TRIBUNAL DE JUSTIÇA DO ESTADO DO PIAUÍ
ÓRGÃO JULGADOR : 3ª Câmara Especializada Cível
APELAÇÃO CÍVEL (198) No 0804221-81.2021.8.18.0033
Apelante: ROBERTO LUSTOSA DE ARAÚJO
Advogado: Rychardson Meneses Pimentel (OAB/PI nº 12.084)
Apelado: BANCO BRADESCO S/A
Advogada: Karina de Almeida Batistuci (OAB/PI nº 7.197)
RELATOR(A): Desembargador AGRIMAR RODRIGUES DE ARAÚJO
EMENTA
APELAÇÃO CÍVEL. PROCESSO CIVIL. AUSÊNCIA DE DIALETICIDADE RECURSAL. SEGUIMENTO NEGADO AO RECURSO.
1. A PARTE APELANTE ALEGA QUE O JUÍZO A QUO JULGOU PROCEDENTE O FEITO, DEIXANDO, SUPOSTAMENTE, APENAS DE ESTIPULAR OS HONORÁRIOS SUCUMBENCIAIS.
2. OCORRE QUE A SENTENÇA APELADA NÃO JULGOU PROCEDENTE O FEITO, MAS, NA VERDADE, EXTINGUIU O FEITO SEM RESOLUÇÃO DE MÉRITO, PELA PERDA DO OBJETO DA AÇÃO, NÃO HAVENDO QUE SE FALAR EM JULGAMENTO DE PROCEDÊNCIA IN CASU.
3. DESSA MANEIRA, FICA NÍTIDO QUE A PRESENTE APELAÇÃO SEQUER DIALOGA COM A SENTENÇA ORA IMPUGNADO, PORQUANTO NÃO HOUVE JULGAMENTO DE PROCEDÊNCIA, TÃO POUCO EM SUCUMBÊNCIA DO APELADO, FUNDAMENTO PRINCIPAL DO RECURSO EM COMENTO.
4. SEGUNDO O ART. 932, III, DO CPC, É DEVER DO RELATOR “NÃO CONHECER DE RECURSO INADMISSÍVEL, PREJUDICADO OU QUE NÃO TENHA IMPUGNADO ESPECIFICAMENTE OS FUNDAMENTOS DA DECISÃO RECORRIDA”.

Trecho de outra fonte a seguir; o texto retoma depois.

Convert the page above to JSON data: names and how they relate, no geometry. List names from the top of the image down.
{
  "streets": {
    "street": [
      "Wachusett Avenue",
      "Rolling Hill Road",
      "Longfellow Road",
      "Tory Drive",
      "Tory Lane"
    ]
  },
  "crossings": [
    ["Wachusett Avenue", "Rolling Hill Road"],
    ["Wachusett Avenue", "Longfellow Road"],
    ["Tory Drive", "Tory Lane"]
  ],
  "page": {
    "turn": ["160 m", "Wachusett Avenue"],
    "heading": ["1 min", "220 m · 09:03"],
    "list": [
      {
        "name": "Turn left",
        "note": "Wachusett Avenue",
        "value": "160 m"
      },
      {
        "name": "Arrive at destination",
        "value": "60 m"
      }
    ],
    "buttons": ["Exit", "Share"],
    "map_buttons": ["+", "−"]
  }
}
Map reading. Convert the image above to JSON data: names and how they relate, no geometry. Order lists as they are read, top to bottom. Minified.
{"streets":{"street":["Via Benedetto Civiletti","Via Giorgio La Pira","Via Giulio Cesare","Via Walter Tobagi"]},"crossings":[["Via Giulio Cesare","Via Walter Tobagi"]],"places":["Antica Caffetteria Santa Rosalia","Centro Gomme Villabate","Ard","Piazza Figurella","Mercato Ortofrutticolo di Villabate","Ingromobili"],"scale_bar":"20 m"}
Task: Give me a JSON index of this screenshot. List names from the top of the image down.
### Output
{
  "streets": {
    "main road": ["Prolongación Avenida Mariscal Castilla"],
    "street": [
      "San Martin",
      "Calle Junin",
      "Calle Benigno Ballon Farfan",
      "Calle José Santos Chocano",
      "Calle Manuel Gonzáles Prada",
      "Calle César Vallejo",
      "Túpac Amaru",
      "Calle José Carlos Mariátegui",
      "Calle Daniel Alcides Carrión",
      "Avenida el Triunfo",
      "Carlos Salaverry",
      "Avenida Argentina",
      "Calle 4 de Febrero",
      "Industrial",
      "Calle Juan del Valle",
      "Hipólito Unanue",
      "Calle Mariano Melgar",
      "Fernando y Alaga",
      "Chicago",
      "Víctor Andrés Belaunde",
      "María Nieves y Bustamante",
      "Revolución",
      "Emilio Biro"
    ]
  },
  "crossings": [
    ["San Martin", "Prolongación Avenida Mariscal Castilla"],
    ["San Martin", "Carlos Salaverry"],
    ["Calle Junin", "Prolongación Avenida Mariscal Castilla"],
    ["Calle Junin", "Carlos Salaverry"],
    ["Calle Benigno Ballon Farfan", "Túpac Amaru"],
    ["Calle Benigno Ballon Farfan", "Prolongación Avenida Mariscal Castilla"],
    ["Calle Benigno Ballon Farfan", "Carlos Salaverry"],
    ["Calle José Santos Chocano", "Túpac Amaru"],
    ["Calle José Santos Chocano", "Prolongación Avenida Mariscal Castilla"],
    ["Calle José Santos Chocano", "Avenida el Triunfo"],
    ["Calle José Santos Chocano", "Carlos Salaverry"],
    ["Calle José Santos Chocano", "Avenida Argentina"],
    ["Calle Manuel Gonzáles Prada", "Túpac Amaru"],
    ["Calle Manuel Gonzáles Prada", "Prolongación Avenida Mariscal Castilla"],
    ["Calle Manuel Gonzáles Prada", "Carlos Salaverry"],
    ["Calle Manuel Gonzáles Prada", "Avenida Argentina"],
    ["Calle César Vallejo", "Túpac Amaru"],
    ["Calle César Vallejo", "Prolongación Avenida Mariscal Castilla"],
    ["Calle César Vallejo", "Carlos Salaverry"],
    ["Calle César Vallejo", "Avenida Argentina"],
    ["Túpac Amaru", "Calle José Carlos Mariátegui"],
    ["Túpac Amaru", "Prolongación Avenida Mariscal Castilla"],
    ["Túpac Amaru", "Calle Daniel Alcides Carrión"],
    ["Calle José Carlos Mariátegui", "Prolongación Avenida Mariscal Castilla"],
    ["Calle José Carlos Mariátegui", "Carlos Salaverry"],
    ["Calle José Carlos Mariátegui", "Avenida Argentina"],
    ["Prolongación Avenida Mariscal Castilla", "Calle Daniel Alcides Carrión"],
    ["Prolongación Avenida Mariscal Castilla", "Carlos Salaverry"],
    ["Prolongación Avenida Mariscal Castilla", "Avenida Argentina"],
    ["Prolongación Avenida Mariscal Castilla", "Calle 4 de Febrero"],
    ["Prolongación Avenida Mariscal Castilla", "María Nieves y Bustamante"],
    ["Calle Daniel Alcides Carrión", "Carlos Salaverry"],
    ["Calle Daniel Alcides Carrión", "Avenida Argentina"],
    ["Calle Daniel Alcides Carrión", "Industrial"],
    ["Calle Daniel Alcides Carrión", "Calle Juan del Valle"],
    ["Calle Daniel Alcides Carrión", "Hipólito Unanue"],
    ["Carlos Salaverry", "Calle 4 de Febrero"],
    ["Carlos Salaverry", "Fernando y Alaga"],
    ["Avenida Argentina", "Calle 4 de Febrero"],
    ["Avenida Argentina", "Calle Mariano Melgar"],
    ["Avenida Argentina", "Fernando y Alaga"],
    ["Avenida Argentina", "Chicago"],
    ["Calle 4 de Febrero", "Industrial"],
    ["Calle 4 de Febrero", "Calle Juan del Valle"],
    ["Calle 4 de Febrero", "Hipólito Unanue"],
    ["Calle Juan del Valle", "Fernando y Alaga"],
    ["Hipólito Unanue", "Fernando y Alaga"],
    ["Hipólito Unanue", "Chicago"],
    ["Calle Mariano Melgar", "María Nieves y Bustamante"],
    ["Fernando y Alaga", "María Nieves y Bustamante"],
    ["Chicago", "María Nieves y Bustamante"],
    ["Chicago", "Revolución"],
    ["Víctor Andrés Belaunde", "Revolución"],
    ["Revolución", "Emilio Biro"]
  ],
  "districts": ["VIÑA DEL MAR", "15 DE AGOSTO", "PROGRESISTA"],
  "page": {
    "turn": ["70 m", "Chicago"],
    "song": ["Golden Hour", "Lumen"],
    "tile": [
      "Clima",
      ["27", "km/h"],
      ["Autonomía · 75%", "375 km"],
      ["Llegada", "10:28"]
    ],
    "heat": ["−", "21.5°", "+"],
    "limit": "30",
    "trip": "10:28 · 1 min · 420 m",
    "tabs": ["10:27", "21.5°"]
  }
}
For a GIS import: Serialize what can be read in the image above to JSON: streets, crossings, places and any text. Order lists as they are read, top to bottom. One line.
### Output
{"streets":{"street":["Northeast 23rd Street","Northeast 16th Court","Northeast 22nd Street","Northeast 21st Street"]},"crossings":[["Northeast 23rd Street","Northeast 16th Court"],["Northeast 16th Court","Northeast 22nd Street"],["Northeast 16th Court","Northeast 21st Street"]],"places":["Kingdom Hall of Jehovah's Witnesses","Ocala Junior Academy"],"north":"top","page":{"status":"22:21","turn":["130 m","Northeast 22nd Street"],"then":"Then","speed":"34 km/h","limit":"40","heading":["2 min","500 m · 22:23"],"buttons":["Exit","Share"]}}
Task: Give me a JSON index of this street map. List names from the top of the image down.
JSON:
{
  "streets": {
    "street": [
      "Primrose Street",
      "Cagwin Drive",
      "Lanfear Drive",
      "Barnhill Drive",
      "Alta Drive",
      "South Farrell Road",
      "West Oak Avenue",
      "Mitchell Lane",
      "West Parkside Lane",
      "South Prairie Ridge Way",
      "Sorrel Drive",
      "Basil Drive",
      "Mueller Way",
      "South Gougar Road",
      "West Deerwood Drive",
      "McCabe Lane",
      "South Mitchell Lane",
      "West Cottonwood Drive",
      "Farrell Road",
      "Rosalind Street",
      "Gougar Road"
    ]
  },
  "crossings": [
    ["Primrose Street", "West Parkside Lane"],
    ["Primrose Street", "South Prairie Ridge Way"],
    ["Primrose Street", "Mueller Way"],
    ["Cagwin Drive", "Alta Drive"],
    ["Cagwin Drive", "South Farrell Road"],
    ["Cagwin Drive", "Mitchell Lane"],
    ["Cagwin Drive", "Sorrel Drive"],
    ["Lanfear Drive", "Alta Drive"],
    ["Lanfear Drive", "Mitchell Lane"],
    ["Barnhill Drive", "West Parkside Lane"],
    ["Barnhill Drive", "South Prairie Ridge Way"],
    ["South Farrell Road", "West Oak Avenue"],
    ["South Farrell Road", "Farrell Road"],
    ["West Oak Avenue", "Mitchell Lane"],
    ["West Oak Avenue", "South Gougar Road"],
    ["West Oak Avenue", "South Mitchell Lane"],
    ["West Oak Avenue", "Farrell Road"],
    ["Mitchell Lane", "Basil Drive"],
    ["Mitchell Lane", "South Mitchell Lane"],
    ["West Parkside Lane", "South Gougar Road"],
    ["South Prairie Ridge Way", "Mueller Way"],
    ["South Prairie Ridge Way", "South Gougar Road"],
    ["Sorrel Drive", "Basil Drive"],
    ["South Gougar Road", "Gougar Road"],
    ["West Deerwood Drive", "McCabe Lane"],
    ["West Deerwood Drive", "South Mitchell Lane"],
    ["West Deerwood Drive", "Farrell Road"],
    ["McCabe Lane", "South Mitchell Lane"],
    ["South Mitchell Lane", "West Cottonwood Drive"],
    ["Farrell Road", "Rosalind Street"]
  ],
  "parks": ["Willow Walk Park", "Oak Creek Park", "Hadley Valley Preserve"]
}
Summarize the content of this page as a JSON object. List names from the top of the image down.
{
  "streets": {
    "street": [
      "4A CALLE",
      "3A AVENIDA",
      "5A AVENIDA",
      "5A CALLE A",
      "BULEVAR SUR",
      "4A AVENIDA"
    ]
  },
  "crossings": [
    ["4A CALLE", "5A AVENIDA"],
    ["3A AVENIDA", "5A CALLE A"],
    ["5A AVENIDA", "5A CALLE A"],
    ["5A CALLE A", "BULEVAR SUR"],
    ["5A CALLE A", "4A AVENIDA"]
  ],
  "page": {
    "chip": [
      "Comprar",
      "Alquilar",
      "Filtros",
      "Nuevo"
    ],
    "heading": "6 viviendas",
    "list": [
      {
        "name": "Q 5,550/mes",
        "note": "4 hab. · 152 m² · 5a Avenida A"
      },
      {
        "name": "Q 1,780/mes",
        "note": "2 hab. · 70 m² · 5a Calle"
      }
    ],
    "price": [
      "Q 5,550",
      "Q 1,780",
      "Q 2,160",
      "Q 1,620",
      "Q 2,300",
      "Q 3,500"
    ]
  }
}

5. NÃO CONHECIMENTO DO RECURSO.
DECISÃO
Acordam os componentes da 3ª Câmara Especializada Cível, à unanimidade, em negar seguimento a presente Apelação Cível, por ausência de dialeticidade recursal, com fulcro no art. 932, III, do CPC, na forma do voto do Relator.
RELATÓRIO
Trata-se de Apelação Cível interposta contra sentença proferida, nos autos da Ação de Produção Antecipada de Provas, pelo juízo da 3ª Vara da Comarca de Piripiri-PI, que indeferiu a petição inicial e julgou extinto o processo sem resolução de mérito, nos termos do artigo 485, inciso IV, do Código de Processo Civil, nos seguintes termos:
“Assim, considerando que os documentos solicitados pela parte autora não foram produzidos, tenho que nenhuma medida jurídica pode incidir diante do caso concreto, restando ao Requerente, tão somente postular, pela via ordinária, a eventual declaração de inexistência de relação jurídica e seus consectários legais.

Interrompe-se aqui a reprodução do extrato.